Activity
Go line by line through the entries below and copy those containing the string "content".

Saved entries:
== Segment start ==

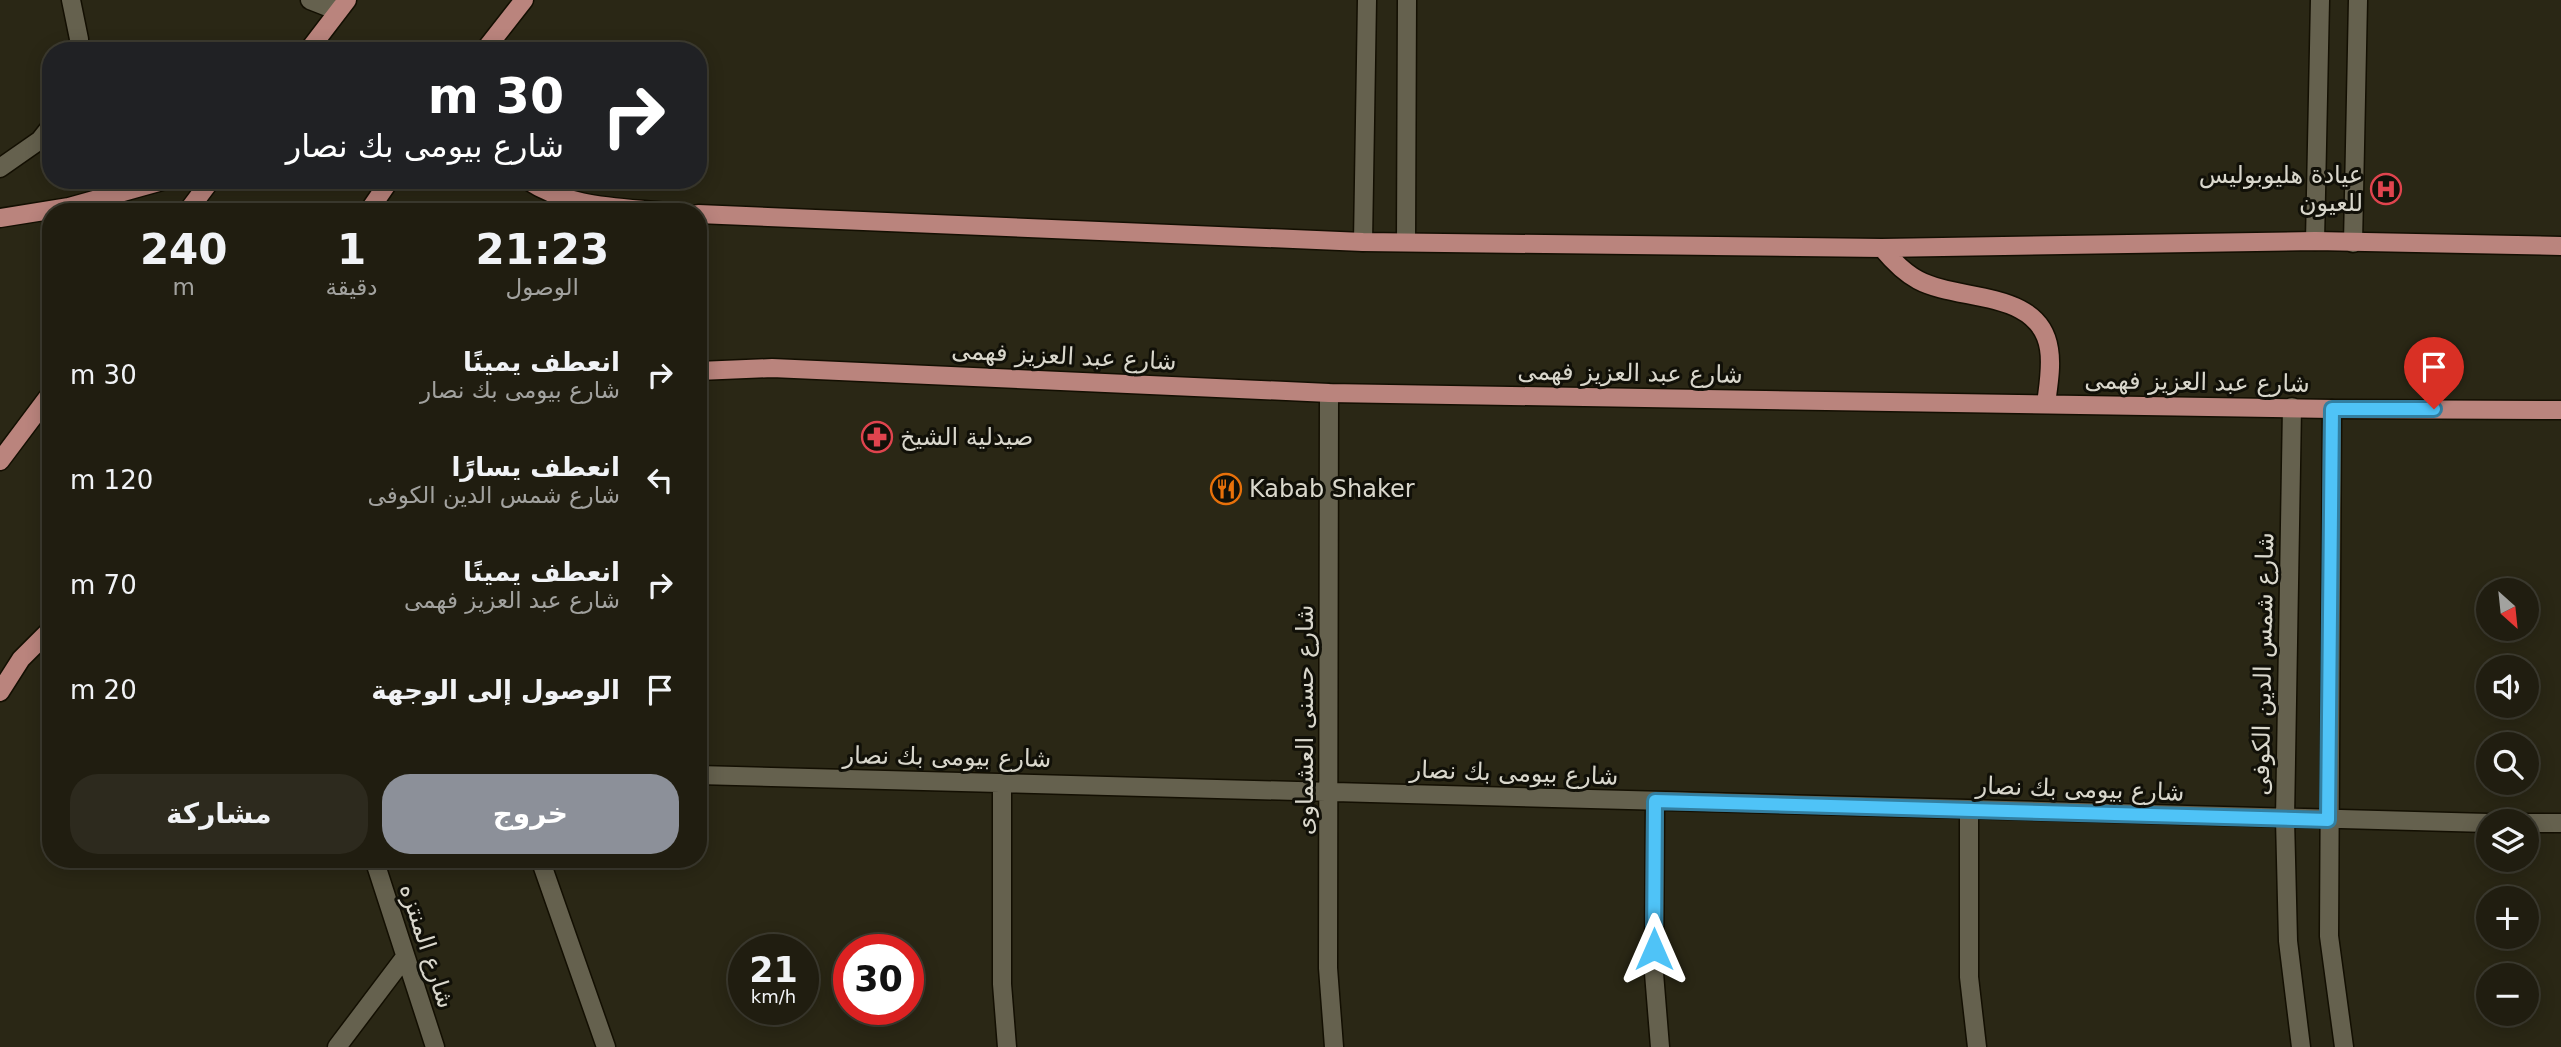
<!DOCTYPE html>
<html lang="ar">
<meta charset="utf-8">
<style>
:root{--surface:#201d10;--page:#2d2a1e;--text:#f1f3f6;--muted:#a2a29f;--line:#3d3b30;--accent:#8c9099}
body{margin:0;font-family:"DejaVu Sans","Noto Sans Arabic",sans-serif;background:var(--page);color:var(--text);direction:rtl;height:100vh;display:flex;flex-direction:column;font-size:26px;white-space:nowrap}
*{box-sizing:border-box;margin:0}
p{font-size:23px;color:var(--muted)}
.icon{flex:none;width:38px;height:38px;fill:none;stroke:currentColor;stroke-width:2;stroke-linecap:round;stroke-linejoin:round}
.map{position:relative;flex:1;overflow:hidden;direction:ltr}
.side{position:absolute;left:42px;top:203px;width:665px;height:665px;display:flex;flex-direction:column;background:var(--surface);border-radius:28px;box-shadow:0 4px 18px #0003,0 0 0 2px var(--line);direction:rtl}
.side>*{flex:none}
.top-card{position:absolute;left:42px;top:42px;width:665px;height:147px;border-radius:28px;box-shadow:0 4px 18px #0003,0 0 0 2px var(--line);direction:rtl;background:#202124;color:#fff;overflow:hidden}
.needle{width:46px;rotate:153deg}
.fabs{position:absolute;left:2476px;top:578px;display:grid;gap:14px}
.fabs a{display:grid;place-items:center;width:63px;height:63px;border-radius:50%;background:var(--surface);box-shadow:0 4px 18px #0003,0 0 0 2px var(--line);font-size:35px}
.speed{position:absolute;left:728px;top:934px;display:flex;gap:14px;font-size:35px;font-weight:700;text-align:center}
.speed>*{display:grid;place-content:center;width:91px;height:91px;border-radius:50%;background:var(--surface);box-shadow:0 4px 18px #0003,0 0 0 2px var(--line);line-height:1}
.speed small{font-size:18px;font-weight:400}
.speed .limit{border:10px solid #d22;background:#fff;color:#111}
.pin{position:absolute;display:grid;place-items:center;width:60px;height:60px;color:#fff;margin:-72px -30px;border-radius:50% 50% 50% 0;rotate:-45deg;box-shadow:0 0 7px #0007}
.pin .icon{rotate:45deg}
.me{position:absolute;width:77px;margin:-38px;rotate:0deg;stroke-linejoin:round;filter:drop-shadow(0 0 5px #0008)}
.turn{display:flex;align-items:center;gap:24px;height:147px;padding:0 28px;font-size:32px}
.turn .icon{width:91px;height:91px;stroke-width:2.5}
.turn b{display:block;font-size:49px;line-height:60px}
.eta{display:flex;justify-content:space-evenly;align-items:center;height:119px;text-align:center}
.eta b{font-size:42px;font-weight:800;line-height:49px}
.cta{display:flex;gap:14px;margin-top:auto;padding:14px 28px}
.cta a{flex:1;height:80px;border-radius:28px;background:var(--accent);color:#fff;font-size:28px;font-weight:800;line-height:80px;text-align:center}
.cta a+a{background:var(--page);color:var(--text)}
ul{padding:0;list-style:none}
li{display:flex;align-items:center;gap:21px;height:105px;padding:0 28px}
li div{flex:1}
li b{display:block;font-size:26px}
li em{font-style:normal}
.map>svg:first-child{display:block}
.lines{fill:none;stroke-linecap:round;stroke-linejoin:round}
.minor-casing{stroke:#130f02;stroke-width:21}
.major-casing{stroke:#130f02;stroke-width:21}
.minor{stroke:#65614e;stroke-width:18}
.major{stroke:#ba847d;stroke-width:18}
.route-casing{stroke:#337fa1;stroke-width:18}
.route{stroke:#4fc3f7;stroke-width:12}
.labels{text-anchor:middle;stroke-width:6;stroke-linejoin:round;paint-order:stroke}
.poi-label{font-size:24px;fill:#d9d7cc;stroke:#111008;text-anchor:start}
.street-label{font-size:24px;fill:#d9d7cc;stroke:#111008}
</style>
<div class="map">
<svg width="2561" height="1047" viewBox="0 0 2561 1047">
<rect width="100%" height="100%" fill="#2a2715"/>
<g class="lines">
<g class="minor-casing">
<path id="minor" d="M71 0 79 39 78 51
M310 0 338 11
M0 168 40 140 51 126
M2315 241 2320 0
M1363 242 1367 0
M1406 242 1407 0
M2353 243 2358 0
M1329 393 1328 968 1334 1047
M2292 407 2285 819 2288 941 2301 1047
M2332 409 2329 936 2344 1047
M698 775 2488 823
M1002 783V984L1007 1047
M1655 801 1654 973 1660 1047
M1969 810V977L1977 1047
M2527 823H2561
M374 859 435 1047
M540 859 606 1047
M337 1047 405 957"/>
</g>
<g class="major-casing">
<path id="major" d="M308 51 347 0
M484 51 524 0
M527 180C569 208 617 207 666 212
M187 212 211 180
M368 212 390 180
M698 214 1363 242 1882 248 2315 241 2561 246
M0 218 69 207 166 180
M1882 248C1892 260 1903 272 1918 280 1959 302 2040 289 2049 349 2052 367 2048 387 2046 404
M698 371 772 368 1329 393 2332 409 2561 410
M0 461 51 393
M0 692 21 659 51 629"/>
</g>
<use href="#minor" class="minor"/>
<use href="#major" class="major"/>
</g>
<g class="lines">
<g class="route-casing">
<path id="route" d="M1654 949 1655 801 2328 820 2332 409H2434"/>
</g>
<use href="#route" class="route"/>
</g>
<defs>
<g id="hospital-ring" transform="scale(1.575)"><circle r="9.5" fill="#111008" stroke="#e0444e" stroke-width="1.5"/><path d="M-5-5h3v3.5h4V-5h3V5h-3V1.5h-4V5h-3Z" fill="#e0444e"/></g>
<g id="pharmacy-ring" transform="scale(1.575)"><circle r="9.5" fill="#111008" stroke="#e0444e" stroke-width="1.5"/><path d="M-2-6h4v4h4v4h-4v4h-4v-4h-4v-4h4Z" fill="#e0444e"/></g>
<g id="restaurant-ring" transform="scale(1.575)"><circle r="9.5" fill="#111008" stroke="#e8710a" stroke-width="1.5"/><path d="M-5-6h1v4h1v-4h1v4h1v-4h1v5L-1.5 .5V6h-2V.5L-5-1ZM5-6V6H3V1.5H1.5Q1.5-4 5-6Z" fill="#e8710a"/></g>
</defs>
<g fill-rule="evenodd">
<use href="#hospital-ring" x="2386" y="189"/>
<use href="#pharmacy-ring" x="877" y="437"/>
<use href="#restaurant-ring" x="1226" y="489"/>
</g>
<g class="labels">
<g class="poi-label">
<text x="2363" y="183" text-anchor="end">عيادة هليوبوليس<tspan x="2363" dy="28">للعيون</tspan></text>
<text x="900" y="445">صيدلية الشيخ</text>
<text x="1249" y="497">Kabab Shaker</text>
</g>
<g class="street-label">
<text transform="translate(1064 356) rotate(3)" y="8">شارع عبد العزيز فهمى</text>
<text transform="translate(1630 373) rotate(1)" y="8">شارع عبد العزيز فهمى</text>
<text transform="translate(2197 382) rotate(1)" y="8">شارع عبد العزيز فهمى</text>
<text transform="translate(2263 664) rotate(-89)" y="8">شارع شمس الدين الكوفى</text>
<text transform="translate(1305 720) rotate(-90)" y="8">شارع حسنى العشماوى</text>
<text transform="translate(947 757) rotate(1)" y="8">شارع بيومى بك نصار</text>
<text transform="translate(1514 773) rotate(2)" y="8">شارع بيومى بك نصار</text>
<text transform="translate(2080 789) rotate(2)" y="8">شارع بيومى بك نصار</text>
<text transform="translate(427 946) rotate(72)" y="8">شارع المنتزه</text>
</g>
</g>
</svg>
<div class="fabs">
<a><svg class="needle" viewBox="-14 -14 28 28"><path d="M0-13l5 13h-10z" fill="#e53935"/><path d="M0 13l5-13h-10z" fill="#a2a29f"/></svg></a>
<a><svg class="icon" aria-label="sound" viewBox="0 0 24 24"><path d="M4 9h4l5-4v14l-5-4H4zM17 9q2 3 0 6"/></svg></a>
<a><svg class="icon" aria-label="search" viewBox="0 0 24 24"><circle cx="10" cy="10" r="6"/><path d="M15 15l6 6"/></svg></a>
<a><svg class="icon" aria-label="layers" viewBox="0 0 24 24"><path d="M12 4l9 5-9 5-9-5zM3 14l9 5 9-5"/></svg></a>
<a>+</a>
<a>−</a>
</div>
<div class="speed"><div>21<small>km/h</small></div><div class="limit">30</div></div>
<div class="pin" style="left:2434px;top:409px;background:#d93025"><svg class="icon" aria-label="arrive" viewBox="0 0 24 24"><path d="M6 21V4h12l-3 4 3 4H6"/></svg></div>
<svg class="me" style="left:1654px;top:949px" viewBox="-20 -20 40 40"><path d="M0-17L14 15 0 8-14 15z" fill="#4fc3f7" stroke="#fff" stroke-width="4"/></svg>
<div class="top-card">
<div class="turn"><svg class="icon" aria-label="right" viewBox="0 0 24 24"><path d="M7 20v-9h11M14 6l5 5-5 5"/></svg><div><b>30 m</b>شارع بيومى بك نصار</div></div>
</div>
<section class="side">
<div class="eta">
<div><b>21:23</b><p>الوصول</p></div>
<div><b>1</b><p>دقيقة</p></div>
<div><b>240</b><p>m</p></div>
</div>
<ul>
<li><svg class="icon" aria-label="right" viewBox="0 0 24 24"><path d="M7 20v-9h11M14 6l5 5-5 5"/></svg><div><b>انعطف يمينًا</b><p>شارع بيومى بك نصار</p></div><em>30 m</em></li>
<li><svg class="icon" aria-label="left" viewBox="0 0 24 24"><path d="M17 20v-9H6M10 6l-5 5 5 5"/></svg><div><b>انعطف يسارًا</b><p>شارع شمس الدين الكوفى</p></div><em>120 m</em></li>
<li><svg class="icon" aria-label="right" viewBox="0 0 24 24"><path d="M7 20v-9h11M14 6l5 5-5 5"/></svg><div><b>انعطف يمينًا</b><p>شارع عبد العزيز فهمى</p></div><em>70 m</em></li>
<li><svg class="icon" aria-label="arrive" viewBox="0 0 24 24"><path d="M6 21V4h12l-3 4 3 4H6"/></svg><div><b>الوصول إلى الوجهة</b></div><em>20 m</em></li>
</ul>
<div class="cta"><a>خروج</a><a>مشاركة</a></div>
</section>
</div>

== Segment end ==

Task output
.speed>*{display:grid;place-content:center;width:91px;height:91px;border-radius:50%;background:var(--surface);box-shadow:0 4px 18px #0003,0 0 0 2px var(--line);line-height:1}
.eta{display:flex;justify-content:space-evenly;align-items:center;height:119px;text-align:center}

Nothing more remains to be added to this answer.